I proceeded to fix my code to remove FxCop's warnings and then I noticed something - my code was faster. I decided to investigate and ended up writing the test code that I present here.
Using the code
The test code is very simple. A console application calls four test methods. Each method performs a string processing routine 1000 times (so the time to execute is nice and long to look at performance differences).
The four test methods are split into two groups of two. The first group compares case-insensitive string comparison.
String Comparison and Temporary String Creation
The first test routine is a bad case-insensitive string comparison. The routine for the comparison is:
static bool BadCompare(string stringA, string stringB)
{
return (stringA.ToUpper() == stringB.ToUpper());
}
For this code, FxCop shows the following advice:
"StringCompareTest.BadCompare(String, String):Boolean calls
String.op_Equality(String, String):Boolean after converting 'stack1', a local,
to upper or lowercase. If possible, eliminate the string creation and call the
overload of String.Compare that performs a case-insensitive comparison."
What this means is that each call to ToUpper()
is creating a temporary string which has to be created and managed by the garbage collector. This takes extra time and uses more memory. The String.Compare
method is more efficient.
The second test routine uses String.Compare
:
static bool GoodCompare(string stringA, string stringB)
{
return (string.Compare(stringA, stringB, true,
System.Globalization.CultureInfo.CurrentCulture) == 0);
}
This method prevents the creation of unnecessary temporary strings.
According to nprof, the Good Comparison takes 1.69% of the total execution time of the code, while the Bad Comparison takes 5.50% of the total execution time.
So the String.Compare
method is over three times as fast as the ToUpper
method. If you have code that is performing a lot of string comparisons (especially in a loop) then using String.Compare
can make a big difference.
String Concatenation inside a loop
The final pair of test routines consider string concatenation within a loop.

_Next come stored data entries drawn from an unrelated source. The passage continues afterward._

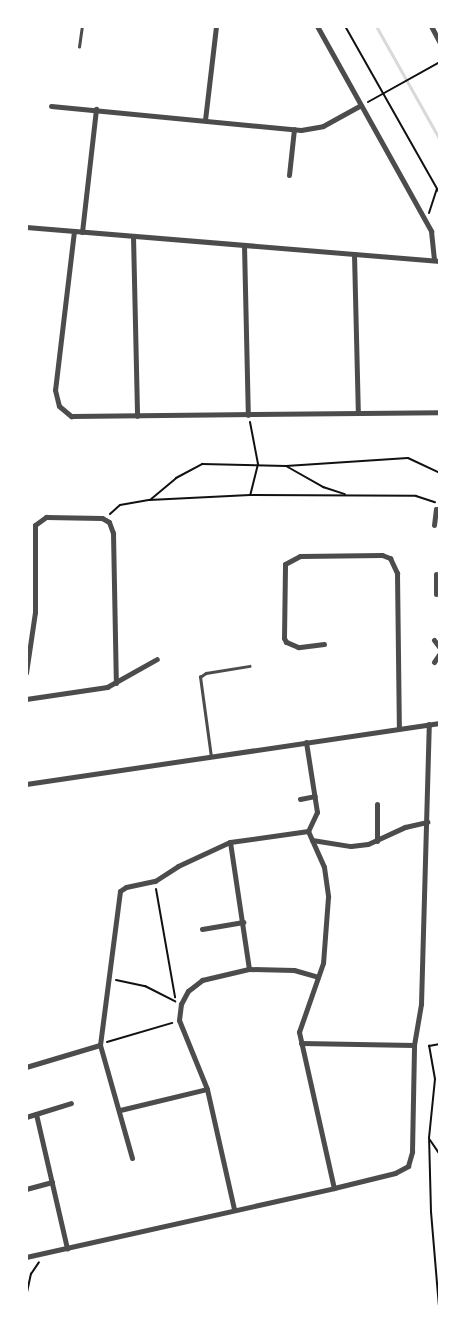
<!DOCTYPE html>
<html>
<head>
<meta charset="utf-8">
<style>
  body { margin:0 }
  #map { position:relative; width:466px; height:1333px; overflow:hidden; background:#fff; font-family:"Alegreya Sans",sans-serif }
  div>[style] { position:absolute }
  .stream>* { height:3px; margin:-1.5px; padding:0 1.5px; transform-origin:1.5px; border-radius:1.5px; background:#d9d9d9 }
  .path>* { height:2px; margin:-1px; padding:0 1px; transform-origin:1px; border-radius:1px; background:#111 }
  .service>* { height:2.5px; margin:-1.25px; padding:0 1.25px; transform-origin:1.25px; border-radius:1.25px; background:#4c4c4c }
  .minor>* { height:5px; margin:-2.5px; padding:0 2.5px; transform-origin:2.5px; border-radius:2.5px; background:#4c4c4c }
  span { translate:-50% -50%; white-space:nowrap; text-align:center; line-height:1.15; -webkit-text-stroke:4px #fff; paint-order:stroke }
  .frame { position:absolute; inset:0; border:28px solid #fff; pointer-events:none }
</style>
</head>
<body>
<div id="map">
  <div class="stream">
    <i style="left:376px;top:26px;width:131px;rotate:60.7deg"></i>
  </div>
  <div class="path">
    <i style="left:345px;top:26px;width:193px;rotate:60.5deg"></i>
    <i style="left:368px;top:102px;width:82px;rotate:-29.1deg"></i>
    <i style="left:429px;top:213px;width:25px;rotate:-72deg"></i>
    <i style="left:250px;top:422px;width:43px;rotate:79.2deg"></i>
    <i style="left:258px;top:464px;width:32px;rotate:104deg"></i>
    <i style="left:286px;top:466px;width:122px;rotate:-3.8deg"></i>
    <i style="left:408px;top:458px;width:35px;rotate:25deg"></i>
    <i style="left:150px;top:500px;width:34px;rotate:-40deg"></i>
    <i style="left:176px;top:478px;width:30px;rotate:-28deg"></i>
    <i style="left:202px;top:464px;width:84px;rotate:1.4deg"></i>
    <i style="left:286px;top:466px;width:43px;rotate:29.6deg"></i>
    <i style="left:323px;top:487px;width:23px;rotate:18deg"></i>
    <i style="left:110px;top:514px;width:13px;rotate:-42deg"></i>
    <i style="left:120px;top:505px;width:29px;rotate:-10deg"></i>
    <i style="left:149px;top:500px;width:101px;rotate:-2.8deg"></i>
    <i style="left:250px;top:495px;width:166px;rotate:0.3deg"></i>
    <i style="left:416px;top:496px;width:20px;rotate:18deg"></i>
    <i style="left:156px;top:889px;width:110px;rotate:80deg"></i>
    <i style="left:116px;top:980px;width:30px;rotate:12deg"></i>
    <i style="left:145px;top:986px;width:34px;rotate:27deg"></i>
    <i style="left:107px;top:1042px;width:68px;rotate:-16.3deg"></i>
    <i style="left:430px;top:1140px;width:18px;rotate:56deg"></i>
    <i style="left:26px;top:1297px;width:24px;rotate:-78deg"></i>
    <i style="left:31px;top:1274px;width:14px;rotate:-56deg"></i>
    <i style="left:26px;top:1302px;width:5px;rotate:79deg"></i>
    <i style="left:439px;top:1307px;width:95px;rotate:-94.8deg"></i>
    <i style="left:431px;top:1212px;width:74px;rotate:-91.5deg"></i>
    <i style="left:429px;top:1138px;width:59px;rotate:-84.2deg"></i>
    <i style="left:435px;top:1079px;width:34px;rotate:-100deg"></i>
    <i style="left:429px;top:1046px;width:11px;rotate:-10deg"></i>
  </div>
  <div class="service">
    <i style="left:79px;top:47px;width:21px;rotate:-82deg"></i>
    <i style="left:211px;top:757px;width:81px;rotate:-97.8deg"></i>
    <i style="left:200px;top:677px;width:7px;rotate:-34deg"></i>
    <i style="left:206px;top:673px;width:44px;rotate:-9.2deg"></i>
  </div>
  <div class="minor">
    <i style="left:317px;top:26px;width:235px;rotate:60.9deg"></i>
    <i style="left:431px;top:231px;width:29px;rotate:84deg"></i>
    <i style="left:431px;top:26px;width:19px;rotate:62deg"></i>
    <i style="left:51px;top:106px;width:251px;rotate:5.5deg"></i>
    <i style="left:301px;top:130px;width:22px;rotate:-10deg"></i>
    <i style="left:323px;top:126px;width:43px;rotate:-28.9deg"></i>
    <i style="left:205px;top:120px;width:95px;rotate:-83.3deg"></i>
    <i style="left:289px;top:175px;width:46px;rotate:-83.8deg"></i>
    <i style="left:26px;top:227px;width:415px;rotate:4.7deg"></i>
    <i style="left:74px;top:231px;width:160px;rotate:96.8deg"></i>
    <i style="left:55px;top:390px;width:16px;rotate:76deg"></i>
    <i style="left:59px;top:406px;width:16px;rotate:40deg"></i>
    <i style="left:71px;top:416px;width:369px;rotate:-0.6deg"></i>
    <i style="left:82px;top:232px;width:124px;rotate:-83.5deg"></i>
    <i style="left:133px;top:236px;width:180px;rotate:88.7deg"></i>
    <i style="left:244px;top:245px;width:170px;rotate:88.7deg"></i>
    <i style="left:354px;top:254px;width:159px;rotate:88.6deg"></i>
    <i style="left:434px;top:525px;width:16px;rotate:-83deg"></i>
    <i style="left:436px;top:509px;width:4px"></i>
    <i style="left:436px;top:574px;width:20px;rotate:90deg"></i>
    <i style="left:434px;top:640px;width:10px;rotate:53deg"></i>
    <i style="left:324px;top:644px;width:26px;rotate:173deg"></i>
    <i style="left:298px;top:647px;width:13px;rotate:-157deg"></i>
    <i style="left:286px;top:642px;width:4px;rotate:-117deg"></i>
    <i style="left:284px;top:638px;width:74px;rotate:-89.2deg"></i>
    <i style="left:285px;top:564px;width:17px;rotate:-28deg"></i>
    <i style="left:300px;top:556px;width:82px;rotate:-0.7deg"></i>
    <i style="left:382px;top:555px;width:9px;rotate:21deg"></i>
    <i style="left:390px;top:558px;width:17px;rotate:65deg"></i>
    <i style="left:397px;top:573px;width:155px;rotate:89.3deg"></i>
    <i style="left:434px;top:662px;width:11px;rotate:-56deg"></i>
    <i style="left:26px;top:673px;width:62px;rotate:-81.6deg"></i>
    <i style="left:35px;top:612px;width:87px;rotate:-90deg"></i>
    <i style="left:35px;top:525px;width:14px;rotate:-36deg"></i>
    <i style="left:46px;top:517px;width:56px;rotate:1deg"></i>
    <i style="left:102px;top:518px;width:8px;rotate:30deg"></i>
    <i style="left:109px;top:522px;width:12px;rotate:70deg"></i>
    <i style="left:113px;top:533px;width:150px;rotate:88.9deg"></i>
    <i style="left:26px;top:699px;width:82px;rotate:-8.4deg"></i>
    <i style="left:107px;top:687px;width:57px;rotate:-29.2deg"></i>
    <i style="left:306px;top:742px;width:71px;rotate:81.1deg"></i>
    <i style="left:317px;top:812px;width:21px;rotate:115deg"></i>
    <i style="left:26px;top:784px;width:418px;rotate:-8.4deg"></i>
    <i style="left:300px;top:799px;width:15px;rotate:-11deg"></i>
    <i style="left:308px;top:831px;width:39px;rotate:66deg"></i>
    <i style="left:324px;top:867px;width:30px;rotate:82deg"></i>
    <i style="left:328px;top:897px;width:66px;rotate:94.3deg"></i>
    <i style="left:323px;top:963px;width:73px;rotate:109.2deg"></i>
    <i style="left:299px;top:1032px;width:160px;rotate:77.4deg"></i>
    <i style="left:312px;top:840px;width:39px;rotate:9deg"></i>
    <i style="left:351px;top:846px;width:17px;rotate:-7deg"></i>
    <i style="left:368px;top:844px;width:41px;rotate:-24.7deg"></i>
    <i style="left:405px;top:827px;width:23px;rotate:-13deg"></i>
    <i style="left:377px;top:841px;width:37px;rotate:-90deg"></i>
    <i style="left:230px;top:842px;width:128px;rotate:81.5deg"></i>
    <i style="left:202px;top:929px;width:42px;rotate:-9.7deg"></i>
    <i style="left:301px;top:1043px;width:113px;rotate:1deg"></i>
    <i style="left:26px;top:1067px;width:77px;rotate:-16.6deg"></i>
    <i style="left:120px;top:1110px;width:89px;rotate:-13.6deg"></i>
    <i style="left:36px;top:1114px;width:138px;rotate:77deg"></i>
    <i style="left:26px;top:1117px;width:47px;rotate:-17.3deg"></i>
    <i style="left:132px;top:1158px;width:117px;rotate:-105.8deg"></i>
    <i style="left:100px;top:1045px;width:155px;rotate:-82.6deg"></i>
    <i style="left:120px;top:891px;width:7px;rotate:-34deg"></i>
    <i style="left:126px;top:887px;width:30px;rotate:-12deg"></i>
    <i style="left:155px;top:881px;width:27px;rotate:-33deg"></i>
    <i style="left:178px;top:866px;width:57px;rotate:-24.8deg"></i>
    <i style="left:230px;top:842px;width:79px;rotate:-8deg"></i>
    <i style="left:26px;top:1189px;width:27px;rotate:-15deg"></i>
    <i style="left:234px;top:1209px;width:123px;rotate:-102.7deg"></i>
    <i style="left:207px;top:1089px;width:74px;rotate:-112.1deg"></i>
    <i style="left:179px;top:1020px;width:16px;rotate:-83deg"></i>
    <i style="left:181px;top:1004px;width:15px;rotate:-62deg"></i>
    <i style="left:188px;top:991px;width:18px;rotate:-38deg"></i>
    <i style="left:202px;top:980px;width:48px;rotate:-13.2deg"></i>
    <i style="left:249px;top:969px;width:45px;rotate:1.3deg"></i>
    <i style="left:294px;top:970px;width:25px;rotate:16deg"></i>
    <i style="left:26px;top:1257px;width:316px;rotate:-12.6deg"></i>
    <i style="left:334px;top:1188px;width:63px;rotate:-13.8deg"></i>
    <i style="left:395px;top:1173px;width:15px;rotate:-28deg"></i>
    <i style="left:408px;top:1166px;width:15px;rotate:-74deg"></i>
    <i style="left:412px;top:1152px;width:107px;rotate:-88.9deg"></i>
    <i style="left:414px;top:1045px;width:42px;rotate:-80.3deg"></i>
    <i style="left:421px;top:1004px;width:280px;rotate:-88.4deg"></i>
  </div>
  <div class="frame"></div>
</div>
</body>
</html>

The 'bad' test routine is as follows:
static string BadConcatenate(string[] items)
{
string strRet = string.Empty;
foreach(string item in items)
{
strRet += item;
}
return strRet;
}
When FxCop sees this code, it is so outraged that it even marks the broken rule in red! FxCop says the following:
"Change StringCompareTest.BadConcatenate(String[]):String to use StringBuilder
instead of String.Concat or +="
The 'good' test routine was written as follows:
static string GoodConcatenate(string[] items)
{
System.Text.StringBuilder builder = new System.Text.StringBuilder();
foreach(string item in items)
{
builder.Append(item);
}
return builder.ToString();
}
This is an almost archetypal example given for the use of the System.Text.StringBuilder
class. The issue with the bad example is the creation of more temporary strings. Because strings are immutable, the concatenation operator (+=
) actually creates a new string out of the two originals and then points the original string instance at the new string.

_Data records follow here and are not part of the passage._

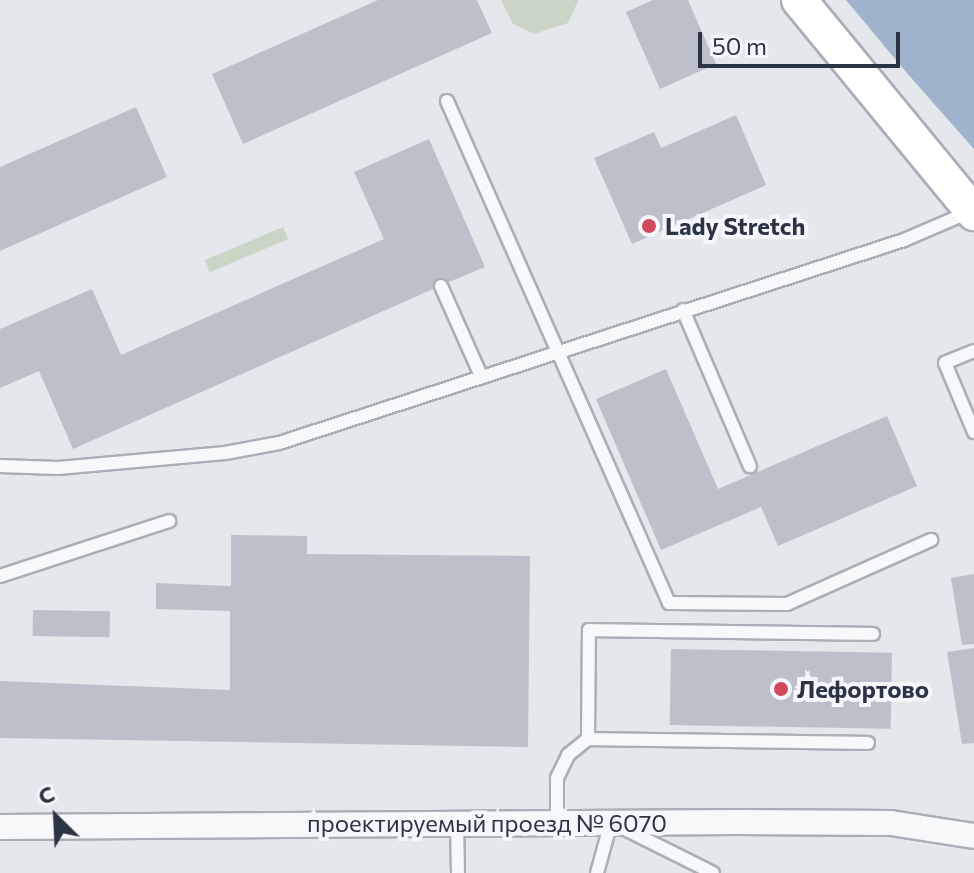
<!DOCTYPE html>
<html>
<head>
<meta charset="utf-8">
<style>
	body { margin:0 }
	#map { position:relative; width:974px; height:873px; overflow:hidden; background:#e4e7ec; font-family:Commissioner,sans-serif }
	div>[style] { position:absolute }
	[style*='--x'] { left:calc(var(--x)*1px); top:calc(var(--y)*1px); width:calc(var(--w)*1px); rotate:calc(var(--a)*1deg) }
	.green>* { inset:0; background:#c9d6c5; transform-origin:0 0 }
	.water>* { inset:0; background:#9fb4cc }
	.building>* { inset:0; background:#bbc0ca; transform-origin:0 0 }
	.roads { filter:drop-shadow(2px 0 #a9aeb7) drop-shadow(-2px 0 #a9aeb7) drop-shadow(0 2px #a9aeb7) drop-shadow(0 -2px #a9aeb7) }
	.service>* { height:12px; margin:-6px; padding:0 6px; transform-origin:6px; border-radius:6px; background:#f7f8fa }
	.minor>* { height:24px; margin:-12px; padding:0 12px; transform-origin:12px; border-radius:12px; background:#f7f8fa }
	.secondary>* { height:34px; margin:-17px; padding:0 17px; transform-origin:17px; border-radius:17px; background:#fff }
	.dots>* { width:22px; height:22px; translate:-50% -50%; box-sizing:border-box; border:4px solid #f4f6f9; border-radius:50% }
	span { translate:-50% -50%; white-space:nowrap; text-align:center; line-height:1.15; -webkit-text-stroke:8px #f4f6f9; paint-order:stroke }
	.poi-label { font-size:24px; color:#2b3445; font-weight:700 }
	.left { translate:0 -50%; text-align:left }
	.street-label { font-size:24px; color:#2b3445 }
	.north { position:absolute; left:16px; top:777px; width:80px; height:80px; -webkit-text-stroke:6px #f4f6f9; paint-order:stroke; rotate:336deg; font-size:22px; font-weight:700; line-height:32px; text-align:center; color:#2b3445 }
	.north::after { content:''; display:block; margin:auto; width:28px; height:36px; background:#2b3445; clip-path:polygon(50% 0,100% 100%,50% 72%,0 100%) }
	.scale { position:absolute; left:698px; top:32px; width:202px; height:36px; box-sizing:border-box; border:4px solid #2b3445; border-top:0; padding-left:10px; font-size:24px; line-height:28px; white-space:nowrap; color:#2b3445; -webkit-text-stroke:6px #f4f6f9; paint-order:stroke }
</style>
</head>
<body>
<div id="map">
	<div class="green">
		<div style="clip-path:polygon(501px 0,578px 0,578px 1px,568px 23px,534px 34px,513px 24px)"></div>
		<div style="left:283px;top:227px;width:13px;height:85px;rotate:67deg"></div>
	</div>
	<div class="water">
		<div style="clip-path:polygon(846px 0,974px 0,974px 149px,906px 72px)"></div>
	</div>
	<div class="building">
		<div style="clip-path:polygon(378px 0,477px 0,492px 33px,243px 144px,212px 74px)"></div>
		<div style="clip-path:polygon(653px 0,688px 0,716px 64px,660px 89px,626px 12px)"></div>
		<div style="clip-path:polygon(136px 107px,167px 177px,0 251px,0 167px)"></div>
		<div style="clip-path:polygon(736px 115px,766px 185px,632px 244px,594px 158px,654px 132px,661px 148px)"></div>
		<div style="clip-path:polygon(429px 139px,485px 267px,449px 282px,437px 278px,433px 289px,73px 449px,39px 371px,0 388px,0 329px,92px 289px,121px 355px,384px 239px,354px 172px)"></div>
		<div style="clip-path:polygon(666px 369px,718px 489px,887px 416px,917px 486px,778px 546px,761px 507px,661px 550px,596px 399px)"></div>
		<div style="clip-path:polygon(231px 535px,307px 536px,307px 554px,530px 556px,528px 747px,0 738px,0 681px,230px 690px,230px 611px,156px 609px,156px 583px,231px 586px)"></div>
		<div style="clip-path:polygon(974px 574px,974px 644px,962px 645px,951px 578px)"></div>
		<div style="left:33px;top:610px;width:77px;height:26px;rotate:1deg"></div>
		<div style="clip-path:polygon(974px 648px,974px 743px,962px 744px,947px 652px)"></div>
		<div style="left:671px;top:649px;width:221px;height:76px;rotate:1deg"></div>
	</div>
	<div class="roads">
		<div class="service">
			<div style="--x:447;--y:101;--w:549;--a:66.14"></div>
			<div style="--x:669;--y:603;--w:118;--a:0.5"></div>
			<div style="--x:787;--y:604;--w:158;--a:-24"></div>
			<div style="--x:441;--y:286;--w:98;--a:66"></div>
			<div style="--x:683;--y:310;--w:170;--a:66.8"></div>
			<div style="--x:974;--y:351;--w:31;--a:158"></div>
			<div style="--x:945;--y:363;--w:75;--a:67.2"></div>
			<div style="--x:0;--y:466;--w:58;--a:2"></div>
			<div style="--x:58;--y:468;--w:168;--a:-5.1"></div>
			<div style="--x:225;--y:453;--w:55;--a:-10.5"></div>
			<div style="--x:279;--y:443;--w:657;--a:-17.99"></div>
			<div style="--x:904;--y:240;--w:71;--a:-23.3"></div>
			<div style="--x:0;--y:576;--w:178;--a:-18"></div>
			<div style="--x:588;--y:739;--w:280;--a:0.8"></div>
			<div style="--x:457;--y:822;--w:51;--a:88.9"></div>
			<div style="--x:557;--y:824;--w:46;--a:-90"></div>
			<div style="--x:557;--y:778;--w:25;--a:-64"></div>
			<div style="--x:568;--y:755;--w:26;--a:-39"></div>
			<div style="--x:588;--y:739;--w:109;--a:-89.5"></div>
			<div style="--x:589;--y:630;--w:284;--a:0.8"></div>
			<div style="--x:597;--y:873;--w:53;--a:-74.6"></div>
			<div style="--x:611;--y:822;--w:114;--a:26.6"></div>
		</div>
		<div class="minor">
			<div style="--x:0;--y:827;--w:738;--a:-0.39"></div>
			<div style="--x:738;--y:822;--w:153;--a:0.4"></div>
			<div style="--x:891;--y:823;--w:84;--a:8.9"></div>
		</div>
		<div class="secondary">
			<div style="--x:799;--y:0;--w:276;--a:50.6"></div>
		</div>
	</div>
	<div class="dots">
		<div style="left:649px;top:226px;background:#d1495b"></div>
		<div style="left:781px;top:689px;background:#d1495b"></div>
	</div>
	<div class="poi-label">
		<span class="left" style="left:665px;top:226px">Lady Stretch</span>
		<span class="left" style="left:797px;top:689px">Лефортово</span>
	</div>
	<div class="street-label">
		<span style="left:487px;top:823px">проектируемый проезд № 6070</span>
	</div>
	<div class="north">С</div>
	<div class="scale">50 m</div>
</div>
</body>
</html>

However, when we look at performance, according to nprof, the we find that the 'Bad' concatenation takes 5.67% of the total execution time, while the 'Good' concatenation takes 22.09%. I'll run that by you again:
Using StringBuilder
took almost four times longer than simple string concatenation!
Why?
The answer is partly in the design of the test; the concatenation routines only concatenate ten short strings. The StringBuilder
class is a more complex class than a simple immutable string, so creating one StringBuilder
is more expensive in performance than doing ten simple string concatenations.
I repeated the test with differing numbers of string concatenations, and found the following results:
Note: The values shown here are the % of the total execution time taken by the test routines. The 'Good Concatenation' test is not actually getting faster, but takes less relative time than the 'Bad Concatenation' routine.
So, it would seem that the StringBuilder
class is only really faster if you are concatenating more than about 600 strings.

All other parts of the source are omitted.